(Beginning of Excerpted data)
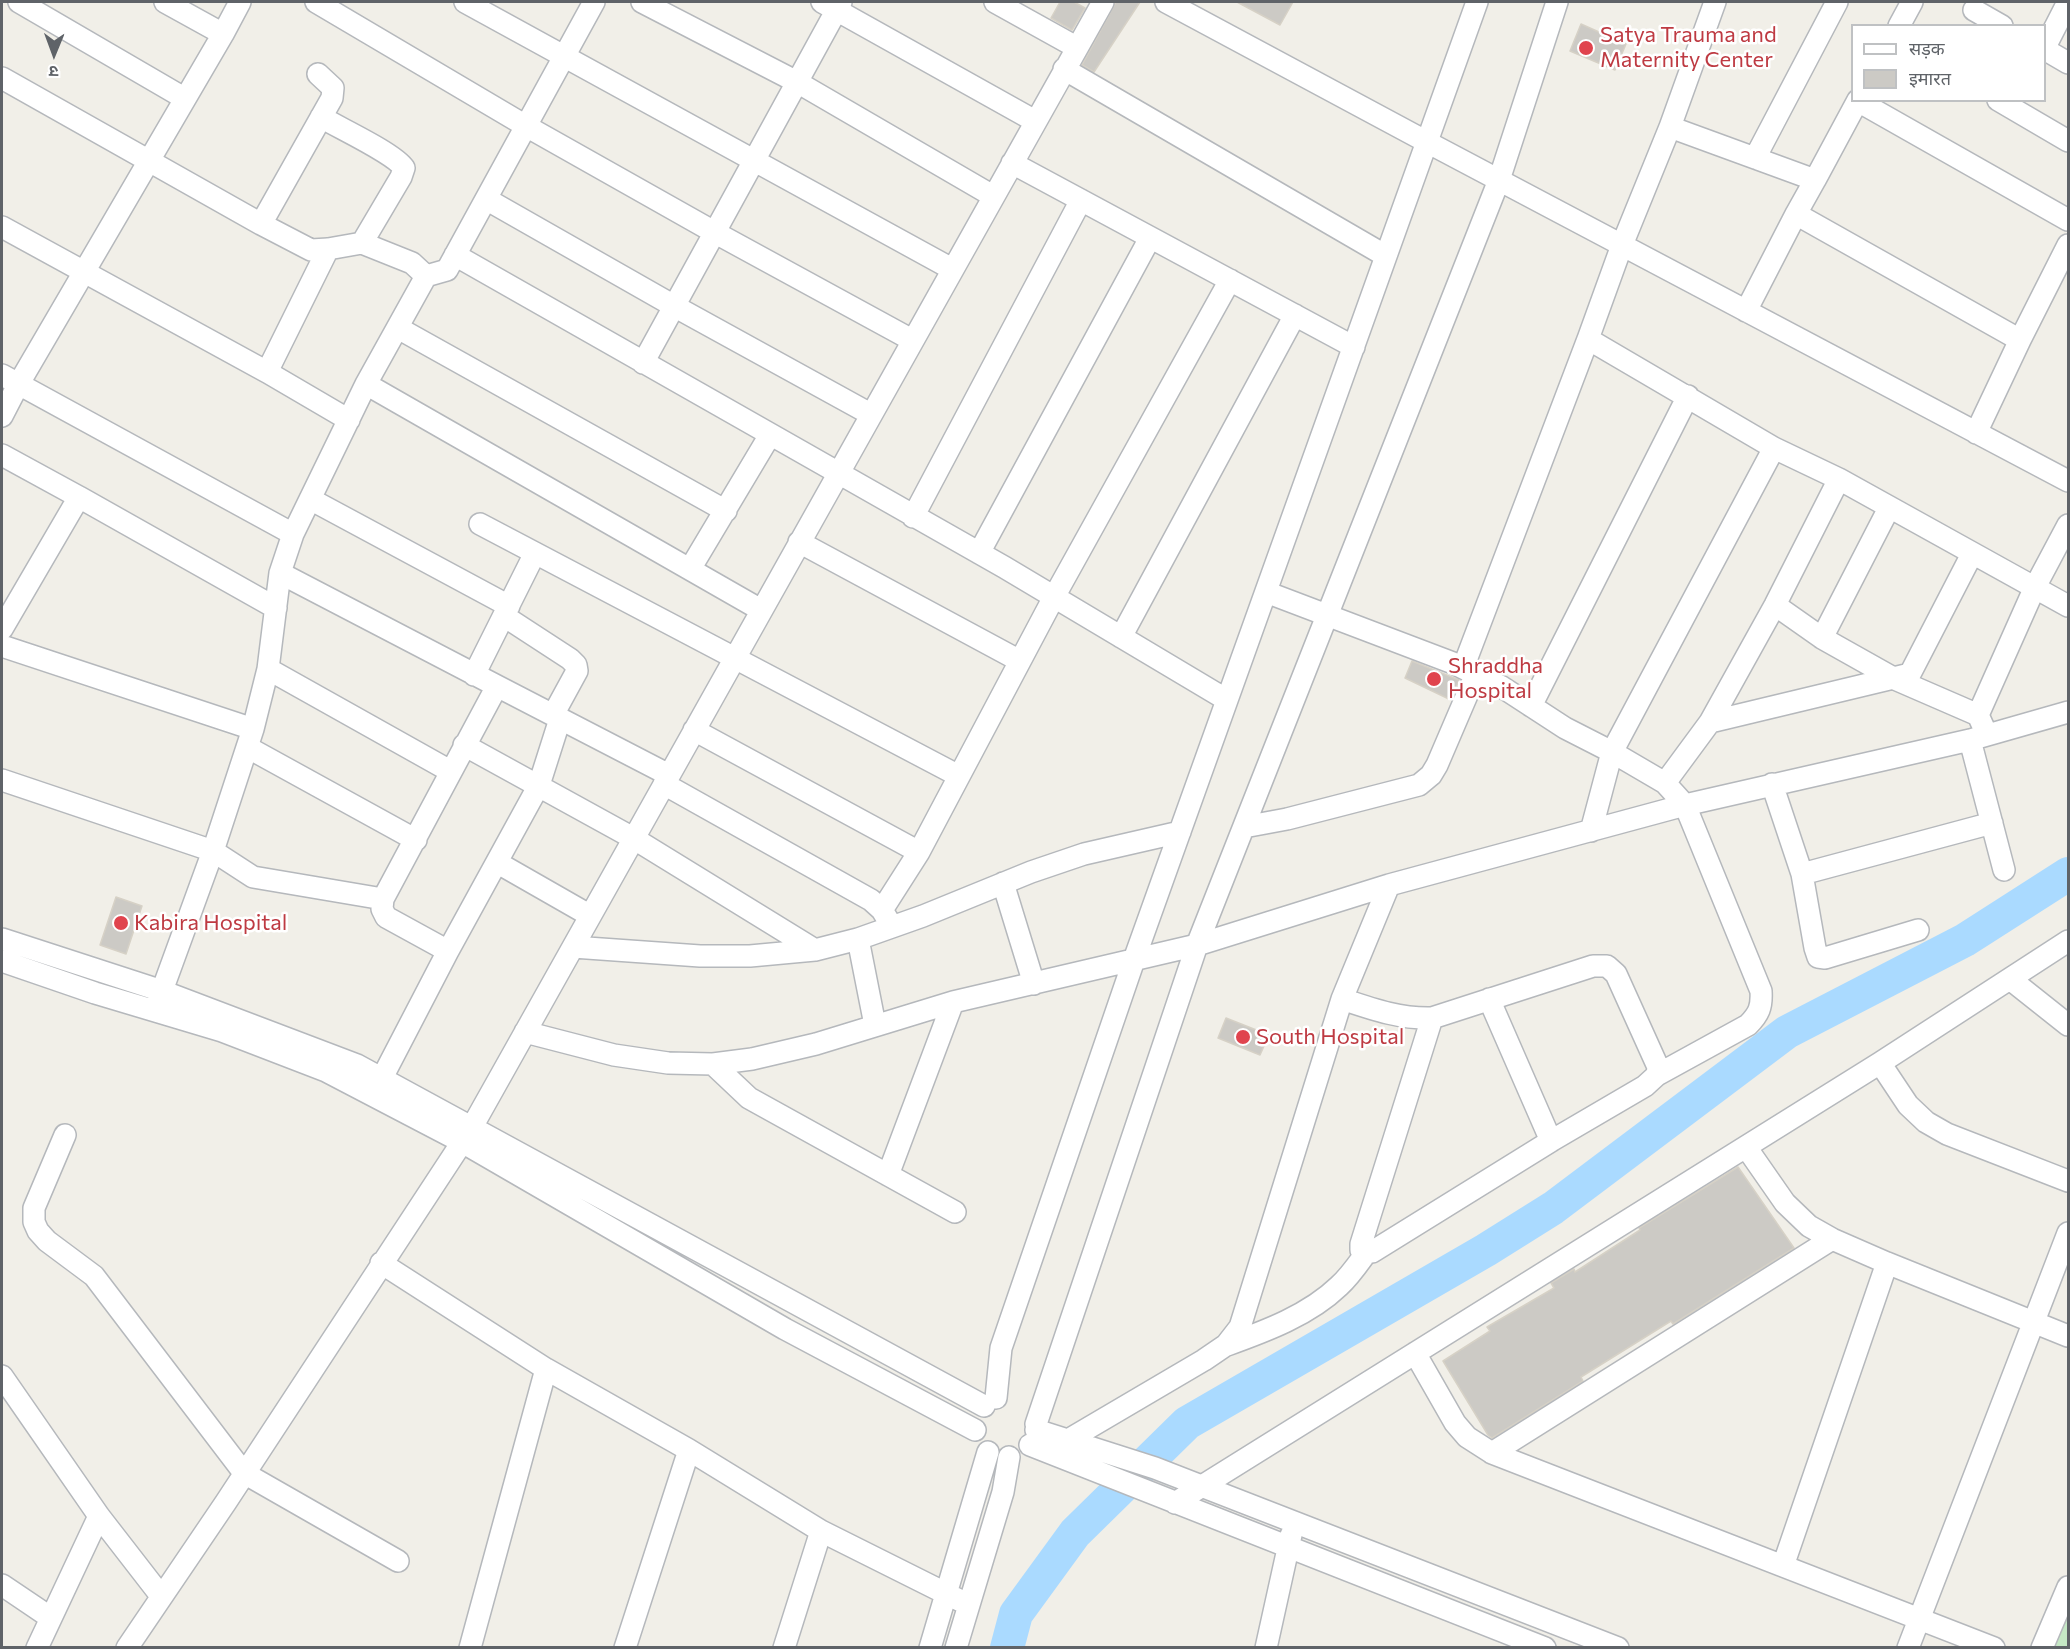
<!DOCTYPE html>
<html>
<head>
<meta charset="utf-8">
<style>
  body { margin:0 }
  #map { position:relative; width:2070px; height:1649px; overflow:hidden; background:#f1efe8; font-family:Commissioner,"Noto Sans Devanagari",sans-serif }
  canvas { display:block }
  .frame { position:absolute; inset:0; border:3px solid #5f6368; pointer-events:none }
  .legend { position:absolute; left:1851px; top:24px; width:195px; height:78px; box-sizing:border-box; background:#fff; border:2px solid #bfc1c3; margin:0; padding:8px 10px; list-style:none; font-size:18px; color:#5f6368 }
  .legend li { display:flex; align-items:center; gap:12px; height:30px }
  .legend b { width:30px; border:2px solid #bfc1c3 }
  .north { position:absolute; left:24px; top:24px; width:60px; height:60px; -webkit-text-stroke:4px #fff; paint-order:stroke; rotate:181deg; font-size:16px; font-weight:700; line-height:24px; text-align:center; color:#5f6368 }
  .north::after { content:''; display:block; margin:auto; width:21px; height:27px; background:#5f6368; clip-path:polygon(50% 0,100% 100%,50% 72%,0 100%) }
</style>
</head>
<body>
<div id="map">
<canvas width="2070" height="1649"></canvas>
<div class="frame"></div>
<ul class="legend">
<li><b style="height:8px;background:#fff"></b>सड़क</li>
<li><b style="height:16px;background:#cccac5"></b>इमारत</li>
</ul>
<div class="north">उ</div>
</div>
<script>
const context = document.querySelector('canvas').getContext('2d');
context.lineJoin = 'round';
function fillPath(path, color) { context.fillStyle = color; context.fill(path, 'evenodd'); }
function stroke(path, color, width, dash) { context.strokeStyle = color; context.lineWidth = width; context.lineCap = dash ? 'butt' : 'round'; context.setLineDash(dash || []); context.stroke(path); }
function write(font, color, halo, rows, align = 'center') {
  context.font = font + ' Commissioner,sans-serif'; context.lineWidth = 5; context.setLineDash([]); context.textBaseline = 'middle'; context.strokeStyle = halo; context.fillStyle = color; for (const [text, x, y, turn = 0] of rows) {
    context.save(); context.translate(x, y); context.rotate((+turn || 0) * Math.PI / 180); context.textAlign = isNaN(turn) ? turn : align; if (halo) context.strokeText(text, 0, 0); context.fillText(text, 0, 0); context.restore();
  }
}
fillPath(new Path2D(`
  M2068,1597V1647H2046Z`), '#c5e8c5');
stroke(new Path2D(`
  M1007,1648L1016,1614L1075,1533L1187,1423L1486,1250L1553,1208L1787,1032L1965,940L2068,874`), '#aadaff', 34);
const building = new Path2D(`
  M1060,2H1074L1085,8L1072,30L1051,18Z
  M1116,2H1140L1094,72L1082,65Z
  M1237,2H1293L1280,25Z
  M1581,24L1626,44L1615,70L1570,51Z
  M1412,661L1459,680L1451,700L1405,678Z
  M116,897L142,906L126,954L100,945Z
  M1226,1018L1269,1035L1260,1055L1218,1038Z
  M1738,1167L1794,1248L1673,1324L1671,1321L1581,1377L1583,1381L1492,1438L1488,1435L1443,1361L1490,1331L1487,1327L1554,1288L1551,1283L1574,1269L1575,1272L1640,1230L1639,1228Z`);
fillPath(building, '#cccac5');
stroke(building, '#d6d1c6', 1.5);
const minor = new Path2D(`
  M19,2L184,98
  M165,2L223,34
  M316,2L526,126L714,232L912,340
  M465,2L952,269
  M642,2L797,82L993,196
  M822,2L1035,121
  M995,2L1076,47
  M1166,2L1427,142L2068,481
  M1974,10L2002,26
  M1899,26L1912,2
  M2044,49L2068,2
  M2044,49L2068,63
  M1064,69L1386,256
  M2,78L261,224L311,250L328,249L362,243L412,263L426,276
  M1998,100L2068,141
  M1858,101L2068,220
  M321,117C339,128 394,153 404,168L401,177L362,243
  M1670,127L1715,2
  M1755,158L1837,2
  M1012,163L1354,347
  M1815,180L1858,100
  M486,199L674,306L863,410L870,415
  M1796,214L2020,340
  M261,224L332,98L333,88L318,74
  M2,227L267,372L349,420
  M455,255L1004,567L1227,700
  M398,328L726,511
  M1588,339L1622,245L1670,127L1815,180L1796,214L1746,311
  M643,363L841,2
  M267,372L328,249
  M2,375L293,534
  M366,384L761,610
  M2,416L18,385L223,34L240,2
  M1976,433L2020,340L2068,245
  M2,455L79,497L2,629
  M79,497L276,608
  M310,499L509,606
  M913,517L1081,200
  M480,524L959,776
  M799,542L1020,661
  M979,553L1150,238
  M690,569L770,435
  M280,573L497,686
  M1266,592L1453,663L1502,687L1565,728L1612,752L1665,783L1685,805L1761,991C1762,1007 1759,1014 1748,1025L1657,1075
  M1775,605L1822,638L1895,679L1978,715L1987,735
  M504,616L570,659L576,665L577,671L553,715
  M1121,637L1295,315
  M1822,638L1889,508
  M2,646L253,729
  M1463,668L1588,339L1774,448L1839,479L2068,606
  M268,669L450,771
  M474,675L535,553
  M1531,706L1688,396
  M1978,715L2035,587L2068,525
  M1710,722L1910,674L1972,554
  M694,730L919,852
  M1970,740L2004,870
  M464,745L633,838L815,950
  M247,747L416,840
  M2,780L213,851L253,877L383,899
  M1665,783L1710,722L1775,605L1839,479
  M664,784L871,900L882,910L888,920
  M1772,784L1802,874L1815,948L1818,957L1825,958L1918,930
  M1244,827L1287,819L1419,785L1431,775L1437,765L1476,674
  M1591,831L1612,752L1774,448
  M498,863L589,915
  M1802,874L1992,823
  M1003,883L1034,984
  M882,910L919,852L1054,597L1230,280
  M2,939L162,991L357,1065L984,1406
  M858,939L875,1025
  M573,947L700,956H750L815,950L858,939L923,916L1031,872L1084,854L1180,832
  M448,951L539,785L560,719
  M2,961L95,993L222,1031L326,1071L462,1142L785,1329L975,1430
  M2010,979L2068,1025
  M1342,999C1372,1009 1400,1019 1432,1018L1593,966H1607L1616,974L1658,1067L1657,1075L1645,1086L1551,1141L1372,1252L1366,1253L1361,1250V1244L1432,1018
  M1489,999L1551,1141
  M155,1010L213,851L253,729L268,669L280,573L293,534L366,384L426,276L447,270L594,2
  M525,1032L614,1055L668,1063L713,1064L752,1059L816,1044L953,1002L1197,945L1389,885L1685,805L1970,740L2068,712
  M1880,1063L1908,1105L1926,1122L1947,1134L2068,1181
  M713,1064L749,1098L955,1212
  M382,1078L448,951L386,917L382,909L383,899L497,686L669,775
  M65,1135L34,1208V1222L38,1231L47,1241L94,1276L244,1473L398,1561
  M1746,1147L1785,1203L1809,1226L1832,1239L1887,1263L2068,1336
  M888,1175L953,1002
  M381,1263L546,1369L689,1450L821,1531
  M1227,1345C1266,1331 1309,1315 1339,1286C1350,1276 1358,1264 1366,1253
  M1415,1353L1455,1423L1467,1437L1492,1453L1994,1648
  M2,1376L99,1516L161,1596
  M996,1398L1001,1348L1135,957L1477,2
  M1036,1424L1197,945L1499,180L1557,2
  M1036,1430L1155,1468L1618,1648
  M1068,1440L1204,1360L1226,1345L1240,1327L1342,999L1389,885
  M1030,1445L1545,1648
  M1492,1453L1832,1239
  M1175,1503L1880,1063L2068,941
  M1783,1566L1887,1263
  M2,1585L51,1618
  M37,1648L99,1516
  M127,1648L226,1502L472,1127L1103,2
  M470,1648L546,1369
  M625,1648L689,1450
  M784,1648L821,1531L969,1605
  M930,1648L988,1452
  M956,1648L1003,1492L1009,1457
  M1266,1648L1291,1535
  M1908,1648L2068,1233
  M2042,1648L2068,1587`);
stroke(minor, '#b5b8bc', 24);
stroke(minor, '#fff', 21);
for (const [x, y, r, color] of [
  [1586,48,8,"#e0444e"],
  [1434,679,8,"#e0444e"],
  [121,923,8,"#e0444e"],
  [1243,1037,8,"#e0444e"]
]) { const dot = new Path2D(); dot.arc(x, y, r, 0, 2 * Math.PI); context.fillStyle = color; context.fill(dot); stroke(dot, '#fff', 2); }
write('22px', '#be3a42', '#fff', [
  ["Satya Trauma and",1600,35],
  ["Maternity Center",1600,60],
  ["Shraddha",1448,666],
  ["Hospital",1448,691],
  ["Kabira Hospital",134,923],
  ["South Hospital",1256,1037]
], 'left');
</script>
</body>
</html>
(End of Excerpted data)
**What you will do**
Only the number is needed here: how many lines of the records contain "turn"?

**Task output**
2